Más a fondo: Hipocampo

     Una de las regiones cerebrales más beneficiadas por el ejercicio es el hipocampo, situado en el lóbulo temporal y asociado a la memoria, la orientación espacial y la regulación emocional. Es una de las dos únicas zonas del cerebro adulto en las que hay neurogénesis (nacimiento de nuevas neuronas) y esta se incrementa cuando nos mantenemos activos físicamente. Dicha neurogénesis aumenta nuestra sensación de bienestar, las capacidades cognitivas y la salud mental.

     El hipocampo es la región encargada de “desactivar” el circuito cerebral que nos produce estrés. Ante un estímulo estresante el hipotálamo segrega hormonas, que a su vez activan la glándula pituitaria haciendo que la corteza adrenal libere glucocorticoides (las “hormonas del estrés”, el conocido cortisol). Si este estímulo estresante no desapareciese, como se daría en aquellas personas que sufren estrés crónico, la sensibilidad del sistema se vería alterada, liberándose más cortisol que terminaría por dañar las neuronas hipocampales y evitaría la neurogénesis. Haciendo ejercicio, nos aseguramos un hipocampo sano, con capacidad de regenerarse y que regulará correctamente los niveles de cortisol.

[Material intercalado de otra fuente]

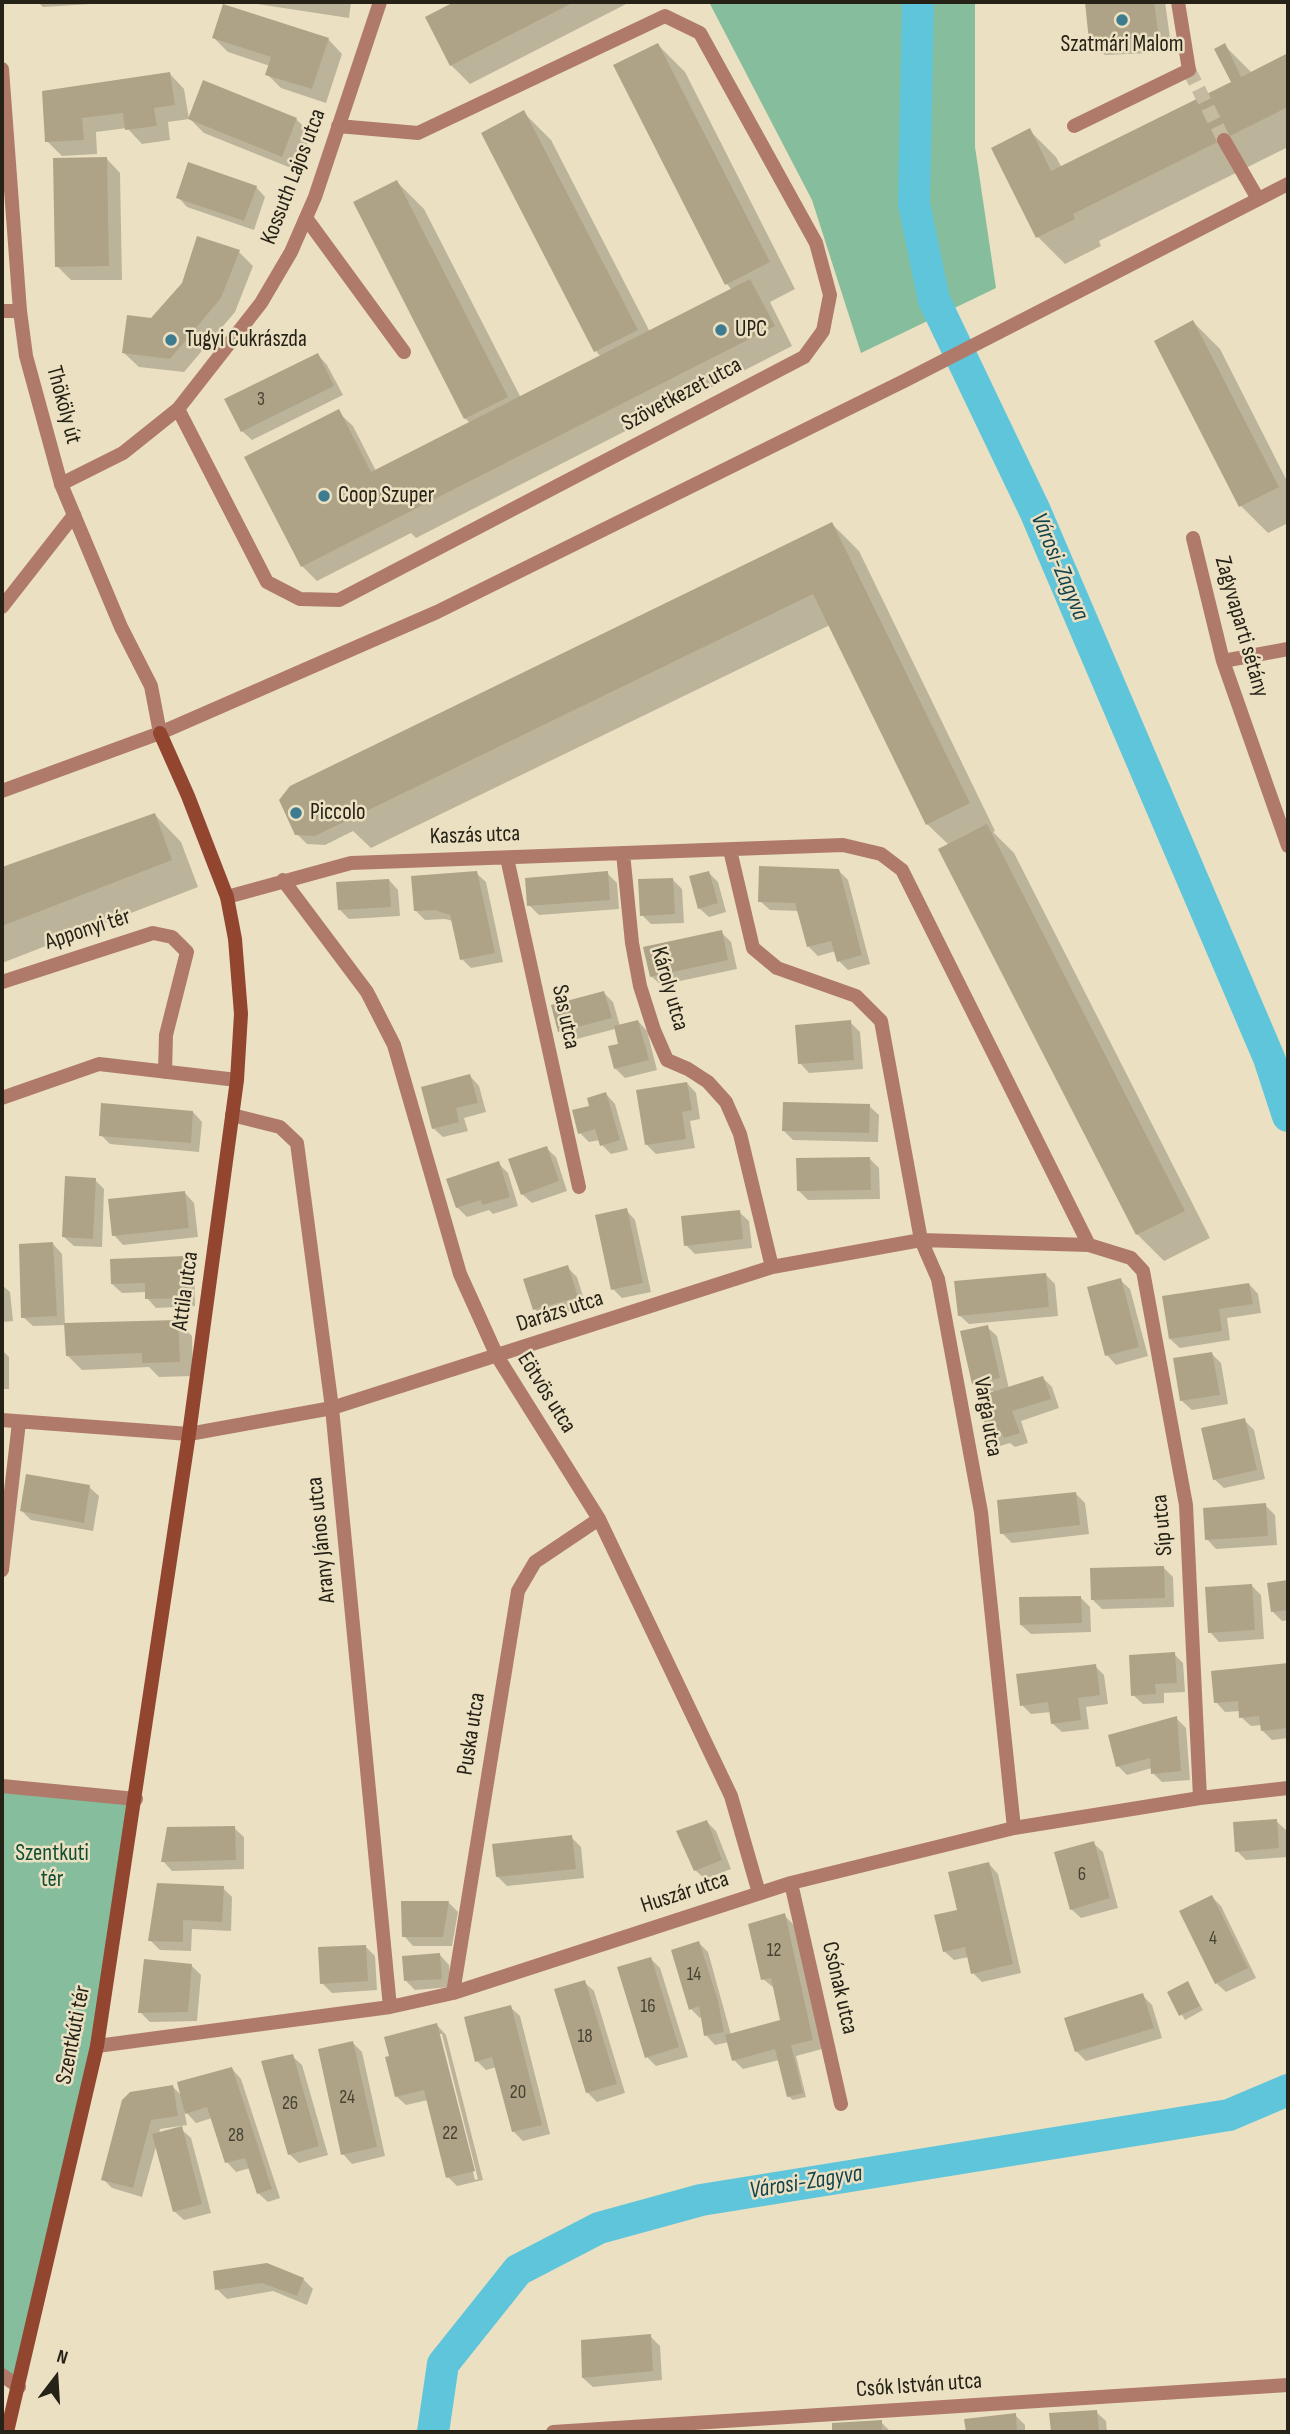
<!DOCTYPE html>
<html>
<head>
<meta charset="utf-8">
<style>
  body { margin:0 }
  #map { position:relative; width:1290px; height:2434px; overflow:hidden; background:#ebe0c2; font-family:"Sofia Sans Condensed",sans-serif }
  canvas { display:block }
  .frame { position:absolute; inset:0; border:4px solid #262217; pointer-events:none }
  .north { position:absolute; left:21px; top:2343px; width:70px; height:70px; -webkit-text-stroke:5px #ebe0c2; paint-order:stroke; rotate:17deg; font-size:19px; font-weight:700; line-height:28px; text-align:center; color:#262217 }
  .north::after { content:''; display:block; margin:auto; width:24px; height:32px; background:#262217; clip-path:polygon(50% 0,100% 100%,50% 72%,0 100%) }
</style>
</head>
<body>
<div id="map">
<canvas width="1290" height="2434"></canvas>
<div class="frame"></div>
<div class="north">N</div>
</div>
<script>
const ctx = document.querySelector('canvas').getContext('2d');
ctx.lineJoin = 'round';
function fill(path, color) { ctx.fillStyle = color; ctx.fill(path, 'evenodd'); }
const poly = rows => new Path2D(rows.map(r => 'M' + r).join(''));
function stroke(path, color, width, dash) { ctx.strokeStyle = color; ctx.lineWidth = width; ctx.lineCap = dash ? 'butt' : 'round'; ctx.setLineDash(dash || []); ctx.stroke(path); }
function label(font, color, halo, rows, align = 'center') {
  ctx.font = font + ' "Sofia Sans Condensed",sans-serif'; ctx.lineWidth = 5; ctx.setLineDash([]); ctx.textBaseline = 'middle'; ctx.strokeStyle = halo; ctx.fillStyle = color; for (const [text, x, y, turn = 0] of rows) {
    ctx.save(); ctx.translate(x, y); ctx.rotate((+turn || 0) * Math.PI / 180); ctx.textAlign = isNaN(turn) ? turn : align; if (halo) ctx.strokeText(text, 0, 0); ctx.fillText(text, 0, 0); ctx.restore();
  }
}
fill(poly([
  [723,2,975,2,975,147,996,288,861,353,812,200,710,4],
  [2,1786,136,1799,97,2046,19,2387,2,2375]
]), '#85bd9d');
fill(poly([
  [38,2,91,2,91,4,43,7],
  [244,2,351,2,349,18],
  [458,2,630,2,470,84,451,65,427,18],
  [1087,2,1165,2,1172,52,1105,55,1090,40],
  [214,38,328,39,342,54,326,103,281,88,267,74,270,66,228,52],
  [658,45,685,72,795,289,770,302,792,346,416,538,411,533,317,581,302,566,247,458,338,412,353,426,376,471,470,423,465,418,397,182,424,209,521,398,601,357,596,351,483,134,524,113,551,140,650,332,732,290,726,283],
  [1224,45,1252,73,1288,55,1288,147,1099,241,1101,246,1065,264,1038,237,993,148,1029,130,1056,157,1062,168,1233,83],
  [170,74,184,89,189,119,168,122,170,140,142,144,127,128,96,132,97,154,62,156,47,141,44,93],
  [190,119,296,119,311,134,296,170,204,133],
  [106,158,120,173,122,280,71,280,57,266],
  [256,187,265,197,254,230,187,207,178,197],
  [239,252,253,266,235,312,184,372,139,367,124,353,152,319],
  [1193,322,1220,349,1288,483,1288,523,1268,533,1241,506,1156,341],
  [318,355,327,365,343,395,252,440,242,431],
  [832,524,859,551,995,831,993,832,1014,853,1210,1238,1164,1261,1137,1234,941,849,949,845,927,824,830,625,371,848,353,831,325,845,307,844,297,834],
  [155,815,181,842,198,887,2,963,2,869],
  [838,870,848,880,870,964,848,970,839,961,836,951,818,956,808,946,799,911,770,910,760,901],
  [476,873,486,882,503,962,471,968,462,959,453,921,445,919,425,920,415,910],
  [607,873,617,883,619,909,539,915,529,905],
  [709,873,718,882,726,912,709,917,699,908],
  [389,880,398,890,400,916,349,919,340,910],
  [673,880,682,889,684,923,651,924,642,915],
  [721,932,731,942,737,969,661,985,651,976],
  [604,993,613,1002,620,1026,638,1021,647,1031,657,1070,625,1078,615,1068,620,1045,615,1029,569,1041,560,1031],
  [850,1022,860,1032,863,1069,809,1073,800,1063],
  [470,1076,479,1086,486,1112,464,1118,468,1131,443,1137,433,1128],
  [687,1083,696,1093,700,1119,690,1121,695,1148,656,1154,647,1145],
  [606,1094,615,1104,628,1150,611,1154,602,1145,600,1140,589,1142,580,1133,591,1107],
  [869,1106,879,1115,878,1142,793,1140,784,1131],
  [193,1112,202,1122,199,1152,110,1144,101,1135],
  [546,1148,556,1157,567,1191,532,1203,522,1194],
  [870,1159,879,1168,880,1199,808,1200,798,1190],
  [498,1163,508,1173,518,1206,493,1214,489,1210,467,1217,457,1207],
  [95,1180,104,1189,102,1247,74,1246,64,1237],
  [185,1193,194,1203,198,1237,123,1245,114,1235],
  [626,1210,635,1220,651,1292,622,1298,613,1289],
  [739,1212,749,1221,752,1248,695,1254,686,1245],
  [53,1244,62,1254,65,1325,177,1321,192,1336,193,1376,159,1377,149,1367,82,1370,67,1355,66,1325,33,1326,23,1317],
  [184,1258,194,1267,195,1306,156,1308,147,1298,147,1292,122,1293,112,1284],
  [567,1267,577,1277,586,1306,544,1319,535,1309],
  [1046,1275,1055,1284,1058,1316,969,1324,959,1315],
  [1120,1280,1130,1289,1148,1356,1116,1365,1107,1355],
  [1249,1284,1258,1294,1261,1313,1227,1318,1230,1340,1180,1348,1170,1339],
  [2,1285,10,1292,13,1321,2,1322],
  [987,1327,997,1336,1009,1389,1043,1378,1052,1387,1059,1408,1021,1421,1028,1443,1015,1447,1010,1443,1000,1446,991,1436,993,1391,983,1393,974,1383],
  [2,1350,9,1357,9,1389,2,1389],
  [1212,1354,1221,1363,1228,1404,1192,1410,1182,1401],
  [1244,1420,1254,1430,1265,1479,1224,1488,1214,1479],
  [89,1487,99,1496,93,1531,31,1520,22,1511],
  [1076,1494,1085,1503,1089,1534,1012,1543,1002,1533],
  [1265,1505,1275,1515,1277,1545,1216,1549,1207,1539],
  [1163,1567,1173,1577,1174,1607,1102,1609,1093,1600],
  [1288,1581,1288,1620,1282,1621,1273,1612,1269,1584],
  [1251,1585,1261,1595,1264,1639,1219,1642,1210,1632],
  [1080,1597,1090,1607,1091,1632,1031,1634,1021,1625],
  [1174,1654,1183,1663,1185,1692,1164,1693,1164,1703,1143,1704,1133,1695],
  [1288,1665,1288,1738,1272,1740,1262,1730,1262,1725,1251,1726,1241,1717,1240,1711,1225,1712,1216,1702,1213,1672],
  [1095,1666,1104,1675,1108,1704,1086,1707,1089,1729,1062,1732,1052,1723,1051,1712,1031,1714,1022,1705],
  [1176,1718,1186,1728,1190,1780,1162,1782,1153,1773,1152,1768,1127,1775,1118,1766],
  [1276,1821,1286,1830,1288,1857,1246,1860,1237,1851],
  [707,1822,716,1831,731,1869,705,1879,695,1870],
  [234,1828,244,1837,244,1869,172,1871,163,1861],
  [571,1837,581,1847,584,1878,507,1886,498,1877],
  [1093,1843,1103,1852,1118,1908,1081,1918,1071,1909],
  [989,1864,998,1874,1021,1973,982,1982,973,1973,969,1957,954,1960,944,1951,959,1911],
  [223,1888,232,1897,231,1931,192,1929,191,1951,160,1950,150,1940],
  [1212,1897,1221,1906,1256,1978,1226,1992,1216,1983],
  [449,1903,458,1912,452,1946,413,1946,404,1936],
  [784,1915,794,1925,822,2049,796,2056,806,2097,793,2100,788,2096,779,2060,743,2069,734,2060,729,2042,715,2045,706,2035,703,2017,700,2018,691,2009,699,1943,708,1952,731,2035,782,2022,774,1988,763,1979],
  [365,1946,375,1956,377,1990,332,1993,322,1983],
  [440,1955,449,1965,451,1987,415,1990,406,1981],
  [651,1959,660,1968,688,2057,656,2066,647,2057],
  [191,1965,201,1975,197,2021,150,2022,140,2012],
  [584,1982,594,1991,625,2093,597,2102,587,2092],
  [1187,1983,1203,2010,1185,2020,1169,1992],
  [1142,1995,1152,2005,1162,2038,1086,2061,1076,2051],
  [510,2007,520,2016,550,2134,523,2141,513,2131,497,2067,486,2070,477,2061],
  [437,2025,446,2035,483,2180,457,2186,448,2177,428,2100,406,2105,396,2096],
  [438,2034,442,2034,478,2179,475,2180],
  [353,2043,362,2052,385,2156,352,2164,343,2154],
  [292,2056,302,2065,328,2155,299,2163,289,2154],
  [232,2069,241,2079,280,2198,268,2202,258,2193,250,2168,236,2172,227,2162,212,2118,196,2123,184,2110,187,2125,160,2129,159,2134,180,2128,191,2138,211,2213,184,2220,174,2211,157,2143,142,2197,112,2188,103,2179,172,2086,183,2097],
  [215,2273,303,2279,313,2289,307,2305,273,2291,227,2299,217,2289],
  [650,2336,660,2346,662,2380,593,2387,583,2378],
  [1096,2412,1106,2421,1107,2432,1053,2432,1051,2415],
  [1015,2415,1025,2425,1025,2432,968,2432,966,2420],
  [881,2422,891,2432,833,2432,834,2425]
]), '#0003');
stroke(poly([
  [918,2,914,204,934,300,1035,511,1269,1058,1288,1116],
  [433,2432,443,2364,518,2270,599,2228,701,2200,1229,2115,1288,2090]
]), '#5ec5da', 32);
fill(poly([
  [454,2,574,2,450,66,425,17],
  [1085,2,1154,2,1159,38,1089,41],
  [223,4,329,38,312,89,265,75,271,57,212,38],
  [658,43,770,262,725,285,613,65],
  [1225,43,1241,77,1288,53,1288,107,1073,214,1075,219,1036,238,991,148,1030,128,1051,171,1231,82,1214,49],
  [170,72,175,105,154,108,157,126,125,130,123,113,82,118,84,140,45,142,42,91],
  [203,80,297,118,282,157,188,119],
  [524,110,638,330,594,352,481,133],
  [107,157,109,266,55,267,53,158],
  [188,162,257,186,244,221,176,198],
  [397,180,508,397,464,419,353,202],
  [197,236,240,250,221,298,170,359,122,353,127,315,151,318,182,283],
  [750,279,775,326,301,567,244,457,339,409,371,472],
  [1193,320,1279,487,1239,507,1154,341],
  [318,353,334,386,241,432,224,399],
  [832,522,970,803,926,825,813,594,315,836,295,835,279,800,290,786],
  [155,813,172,860,2,926,2,867],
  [987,824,1185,1211,1136,1235,938,849],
  [759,866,839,869,862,955,837,962,831,941,807,947,795,903,758,902],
  [477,871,495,953,460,960,450,915,435,910,414,911,411,876],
  [608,871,610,900,527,906,525,878],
  [709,871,718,903,698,909,689,876],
  [673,878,675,914,640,916,638,879],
  [389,879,391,907,338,910,336,882],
  [722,930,728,960,650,977,643,947],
  [604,991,612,1018,558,1032,551,1005],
  [638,1020,649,1060,614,1069,608,1046,618,1044,614,1026],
  [851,1020,854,1060,798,1064,795,1025],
  [470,1074,478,1103,456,1108,459,1122,432,1129,421,1087],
  [687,1082,692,1110,682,1112,686,1139,645,1145,636,1090],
  [606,1092,620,1140,600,1146,595,1129,578,1134,572,1110,589,1106,587,1098],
  [783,1102,870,1104,869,1133,782,1131],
  [101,1103,193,1111,191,1143,99,1136],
  [547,1146,559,1181,521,1195,508,1159],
  [870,1157,871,1190,797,1191,796,1158],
  [499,1161,510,1197,482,1205,481,1200,456,1208,446,1179],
  [65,1176,96,1178,93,1239,62,1237],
  [185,1191,189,1228,112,1236,108,1199],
  [627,1208,643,1283,611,1290,595,1215],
  [740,1210,743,1239,684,1246,681,1216],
  [53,1242,57,1316,21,1318,19,1244],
  [185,1256,187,1298,145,1299,145,1283,111,1284,110,1259],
  [568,1265,578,1297,533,1310,523,1279],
  [1046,1273,1049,1307,958,1316,954,1281],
  [1121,1278,1139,1347,1105,1356,1087,1287],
  [1249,1283,1253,1304,1219,1309,1222,1331,1169,1339,1162,1296],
  [178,1320,180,1362,142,1363,142,1353,66,1356,64,1323],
  [988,1325,1000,1378,972,1384,960,1331],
  [1212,1352,1220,1395,1180,1401,1173,1358],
  [1043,1376,1051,1399,1012,1411,1020,1433,1004,1438,1002,1433,989,1437,976,1397],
  [1245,1418,1257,1470,1213,1480,1201,1428],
  [26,1474,90,1485,84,1523,20,1511],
  [1076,1492,1080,1525,1000,1534,997,1500],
  [1266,1503,1268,1536,1205,1540,1203,1508],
  [1164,1566,1165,1598,1091,1600,1090,1568],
  [1288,1580,1288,1610,1271,1612,1267,1583],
  [1252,1584,1255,1630,1208,1633,1205,1587],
  [1081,1596,1082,1623,1020,1625,1019,1597],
  [1175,1652,1177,1683,1155,1684,1156,1694,1131,1696,1129,1655],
  [1288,1663,1288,1728,1261,1731,1259,1716,1239,1718,1238,1701,1214,1703,1211,1671],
  [1096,1664,1100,1695,1078,1698,1081,1720,1051,1724,1048,1702,1020,1706,1016,1674],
  [1177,1716,1181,1771,1151,1774,1150,1758,1116,1767,1108,1735],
  [1277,1819,1279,1848,1235,1852,1233,1822],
  [707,1820,722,1860,694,1871,676,1831],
  [235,1826,236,1860,161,1862,167,1827],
  [572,1835,576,1869,496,1877,492,1844],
  [1094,1841,1110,1898,1070,1910,1054,1852],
  [989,1862,1013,1964,971,1974,965,1947,943,1952,934,1915,957,1910,948,1872],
  [157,1883,224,1886,222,1922,183,1920,183,1942,148,1941],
  [1212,1895,1248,1968,1215,1984,1179,1911],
  [401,1901,449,1901,443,1937,402,1937],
  [785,1913,813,2040,791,2045,803,2093,787,2097,775,2049,732,2061,725,2035,780,2020,771,1978,761,1980,748,1924],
  [699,1941,718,2001,724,2032,704,2036,699,2006,689,2010,671,1950],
  [366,1945,368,1981,320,1984,318,1947],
  [440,1953,442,1979,404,1981,402,1956],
  [651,1957,679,2047,645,2058,617,1967],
  [144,1959,192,1964,188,2012,138,2013],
  [585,1980,617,2084,586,2093,554,1989],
  [1188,1981,1200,2006,1179,2016,1167,1992],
  [1143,1993,1154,2028,1075,2052,1064,2018],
  [511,2005,542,2125,512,2132,492,2057,475,2062,464,2017],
  [437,2023,475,2171,446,2178,424,2090,395,2097,385,2057,389,2056,384,2037],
  [353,2041,377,2147,341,2155,318,2049],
  [293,2054,319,2146,288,2155,261,2061],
  [232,2067,272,2189,257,2194,245,2158,225,2163,207,2107,185,2114,177,2082],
  [173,2085,178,2116,151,2120,133,2188,101,2180,122,2100,130,2092],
  [182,2126,202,2204,173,2212,152,2134],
  [267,2263,304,2278,297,2296,262,2283,215,2290,213,2271],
  [651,2334,653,2371,582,2378,581,2340],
  [1097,2410,1099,2432,1051,2432,1049,2413],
  [1016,2413,1017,2432,966,2432,964,2419],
  [882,2420,882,2432,832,2432,832,2423]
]), '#aea387');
stroke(poly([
  [1189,70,1224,140]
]), '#c4baa0', 14, [14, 7]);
stroke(poly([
  [1074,126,1189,70,1178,2],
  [1224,140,1258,199],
  [306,218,404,352],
  [2,311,20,311],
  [178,409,267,582,300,599,339,600,804,357,823,331,830,295,816,243,700,33,665,16,418,133,338,126],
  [61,484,123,453,178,409,261,303,291,252,315,197,380,2],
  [1193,538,1223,661,1288,846],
  [2,607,74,515],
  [1223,661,1288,649],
  [730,850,753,948,777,968,856,996,881,1021,921,1240,938,1279,981,1512,1014,1828],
  [623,853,632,943,640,986,654,1030,667,1060,688,1069,708,1082,726,1102,740,1134,772,1267],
  [507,858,579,1187],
  [283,880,367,992,394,1045,460,1274,497,1356,599,1519,731,1796,759,1893],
  [227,897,351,863,843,845,881,854,902,870,1089,1245],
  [2,982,153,933,172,937,187,952,166,1035,165,1072],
  [2,1098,99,1064,237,1080],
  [232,1115,280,1127,297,1143,332,1408,390,2007],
  [2,1420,189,1434,332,1408,772,1267,921,1240,1089,1245,1131,1258,1143,1271,1186,1505,1200,1798],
  [2,1570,19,1422],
  [2,1786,136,1799],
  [791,1883,841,2104],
  [453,1993,518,1591,535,1562,599,1519],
  [97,2046,390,2007,453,1993,791,1883,1014,1828,1200,1798,1288,1788],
  [2,2375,19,2387],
  [553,2432,1288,2385]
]), '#af7a6a', 14);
stroke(poly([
  [2,69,20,311,26,356,61,484,121,627,151,686,160,733],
  [2,791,160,733,437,612,906,380,1288,184]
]), '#af7a6a', 14);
stroke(poly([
  [7,2432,97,2046,189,1434,237,1080,241,1014,235,939,227,897,188,796,160,733]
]), '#924630', 14);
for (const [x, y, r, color] of [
  [1122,20,7,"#3d7b90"],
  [721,330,7,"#3d7b90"],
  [171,340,7,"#3d7b90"],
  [324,496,7,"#3d7b90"],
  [296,813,7,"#3d7b90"]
]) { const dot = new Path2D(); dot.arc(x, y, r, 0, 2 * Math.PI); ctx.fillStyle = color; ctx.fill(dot); stroke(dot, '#ebe0c2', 2.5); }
label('19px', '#484233', null, [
  ["3",261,400],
  ["6",1082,1875],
  ["4",1213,1939],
  ["12",774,1951],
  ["14",694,1975],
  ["16",648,2007],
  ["18",585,2037],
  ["20",518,2093],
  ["24",347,2098],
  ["26",290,2104],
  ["22",450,2134],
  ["28",236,2136]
]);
label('23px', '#262217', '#ebe0c2', [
  ["Szatmári Malom",1122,45,"center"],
  ["UPC",735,330],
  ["Tugyi Cukrászda",185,340],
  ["Coop Szuper",338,496],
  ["Piccolo",310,813]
], 'left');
label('23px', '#262217', '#ebe0c2', [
  ["Kossuth Lajos utca",294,177,-69],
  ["Szövetkezet utca",682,395,-28],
  ["Thököly út",63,405,75],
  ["Zagyvaparti sétány",1241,627,74],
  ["Kaszás utca",475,836,-2],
  ["Apponyi tér",88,930,-18],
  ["Károly utca",669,989,74],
  ["Sas utca",565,1017,78],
  ["Attila utca",186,1291,-82],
  ["Darázs utca",560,1312,-18],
  ["Eötvös utca",546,1393,58],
  ["Varga utca",987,1417,80],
  ["Síp utca",1163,1525,-95],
  ["Arany János utca",322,1540,-96],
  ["Puska utca",472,1734,-81],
  ["Huszár utca",685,1893,-18],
  ["Csónak utca",839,1988,77],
  ["Szentkúti tér",74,2035,-79],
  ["Csók István utca",919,2386,-4]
]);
label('23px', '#114e32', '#ebe0c2', [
  ["Szentkuti",52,1854],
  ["tér",52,1880]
]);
label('italic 24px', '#14434c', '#ebe0c2', [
  ["Városi-Zagyva",1059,567,67],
  ["Városi-Zagyva",806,2183,-9]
]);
</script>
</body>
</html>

     La noradrenalina y la serotonina (que ya hemos mencionado) también median en la sensación de estrés. Estos transmisores y el hipocampo pueden ser los causantes de la relación entre hacer ejercicio físico y sentir poco estrés. Estudios tanto con adolescentes como con adultos han demostrado que las personas que realizan ejercicio tienen en torno a un 80% menos de probabilidad de informar de estrés, depresión y ansiedad que las personas inactivas.

En conclusión, la lista de beneficios de sacar un rato a la semana para mantenernos activos es prácticamente infinita así que… ¿Cuál es tu excusa?